In 1996, at the UN Palace of Nations in Geneva, Boutros-Ghali welcomed international delegates of ATD Fourth World, both adults and children representing Tapori, in the presence of the mayor of Geneva. “We met in the Disarmament Room,” remembers Brand, “Boutros Boutros-Ghali arrived and took his seat. Delegates approached the microphone and spoke. We saw that Boutros-Ghali turned over the paper with his speech in order to take notes on the back about what the adults and children were saying. Our presentations took a long time! The UN staff started to become impatient. But Boutros-Ghali was listening with enormous attention, he asked questions and began a dialogue. Afterwards the protocol officer, who had had some harsh words for us because we were throwing off the schedule, came back to apologize. She had come to understand the importance of this meeting between families in poverty and the Secretary-General of the United Nations.”

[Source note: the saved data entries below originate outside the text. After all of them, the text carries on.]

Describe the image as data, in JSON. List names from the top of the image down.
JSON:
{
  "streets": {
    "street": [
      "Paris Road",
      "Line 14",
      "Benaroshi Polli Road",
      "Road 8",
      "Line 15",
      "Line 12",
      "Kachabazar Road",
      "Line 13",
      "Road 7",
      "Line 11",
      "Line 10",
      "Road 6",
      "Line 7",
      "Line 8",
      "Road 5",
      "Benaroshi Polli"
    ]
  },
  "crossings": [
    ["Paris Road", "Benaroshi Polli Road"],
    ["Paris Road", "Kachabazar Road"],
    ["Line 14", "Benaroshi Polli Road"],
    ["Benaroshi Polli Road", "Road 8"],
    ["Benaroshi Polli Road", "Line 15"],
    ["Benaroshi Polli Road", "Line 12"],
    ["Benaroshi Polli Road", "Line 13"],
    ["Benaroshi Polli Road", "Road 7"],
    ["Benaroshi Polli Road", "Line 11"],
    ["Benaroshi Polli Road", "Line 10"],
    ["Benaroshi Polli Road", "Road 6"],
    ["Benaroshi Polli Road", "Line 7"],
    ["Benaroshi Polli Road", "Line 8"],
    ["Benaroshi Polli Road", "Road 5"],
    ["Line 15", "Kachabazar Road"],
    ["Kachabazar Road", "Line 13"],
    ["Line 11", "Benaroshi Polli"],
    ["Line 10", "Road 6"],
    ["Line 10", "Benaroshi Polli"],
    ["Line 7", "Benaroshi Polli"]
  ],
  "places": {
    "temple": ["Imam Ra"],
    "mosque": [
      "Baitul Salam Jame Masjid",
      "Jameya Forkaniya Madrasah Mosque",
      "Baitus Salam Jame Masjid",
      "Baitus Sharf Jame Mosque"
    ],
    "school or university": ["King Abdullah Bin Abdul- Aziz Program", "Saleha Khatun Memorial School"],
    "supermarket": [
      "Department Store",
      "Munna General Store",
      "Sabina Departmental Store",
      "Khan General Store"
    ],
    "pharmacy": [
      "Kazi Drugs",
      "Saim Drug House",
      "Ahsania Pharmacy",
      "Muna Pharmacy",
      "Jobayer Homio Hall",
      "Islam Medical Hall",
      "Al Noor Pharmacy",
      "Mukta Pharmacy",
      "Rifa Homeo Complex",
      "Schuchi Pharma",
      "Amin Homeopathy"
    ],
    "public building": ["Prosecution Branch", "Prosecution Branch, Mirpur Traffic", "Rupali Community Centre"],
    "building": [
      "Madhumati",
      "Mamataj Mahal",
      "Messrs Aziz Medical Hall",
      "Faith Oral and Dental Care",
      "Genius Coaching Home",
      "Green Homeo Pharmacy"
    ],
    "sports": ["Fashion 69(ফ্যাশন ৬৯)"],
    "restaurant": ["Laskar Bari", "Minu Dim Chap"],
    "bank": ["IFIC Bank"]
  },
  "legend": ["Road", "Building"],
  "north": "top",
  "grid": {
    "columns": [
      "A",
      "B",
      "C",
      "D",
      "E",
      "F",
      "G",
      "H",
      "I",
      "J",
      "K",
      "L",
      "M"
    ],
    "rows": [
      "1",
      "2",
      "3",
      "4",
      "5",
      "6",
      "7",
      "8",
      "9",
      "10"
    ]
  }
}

Recognizing the relevance of Wresinski’s thinking leads to an enduring friendship

A different kind of meeting between Bourtos-Ghali and ATD Fourth World had taken place the previous year, for the preparations of the World Summit on Social Development that took place in Copenhagen in 1995. On that occasion, Eugen Brand and Alwine De Vos van Steenwijk, president of ATD, told Boutros-Ghali about a speech made in 1988 by Joseph Wresinski to a French national conference on unemployment.

The World Summit focused on employment, poverty, and solidarity in the face of damage done by globalization. Boutros-Ghali appreciated Wresinski’s proposals that young people and adults in poverty no longer be made to feel useless, and that all people should have a lifelong right to training and education. From then on, Boutros-Ghali supported ATD’s participation in the summit, which included writing a report entitled, “To Fight Poverty and Exclusion, Rethinking Human Activity.” The Copenhagen Summit led to the recognition of the multidimensional aspects of poverty and extreme poverty, which opened the pathway towards the Millennium Goals, and then the Sustainable Development Goals.

Brand says, “Boutros-Ghali wasn’t the kind of man who wanted to spend all his time with cabinets or embassies to defend the interests of the States. He was a free man who preferred to be in direct contact with people. With him, we developed mutual trust; he always offered us his support.” This link continued when Boutros-Ghali later became Secretary-General of La Francophonie, (an organisation linking all French-speaking nations). He continued to counsel ATD, and supported its 2007 campaign “Overcoming Poverty, A Path to Peace.” When he first heard the name of the campaign, he said that he questioned himself about the challenge it presented: to obtain recognition that extreme poverty is violence experienced by people living in deep poverty; and that people in poverty, despite everything, try to build peace. “In great sincerity he told us that he had never before thought of this link between extreme poverty and peace”.

In 2008, Boutros Boutros-Ghali accepted without hesitation to become a member of the International Committee of the World Day for Overcoming Poverty, a responsibility he continued to assume until his death.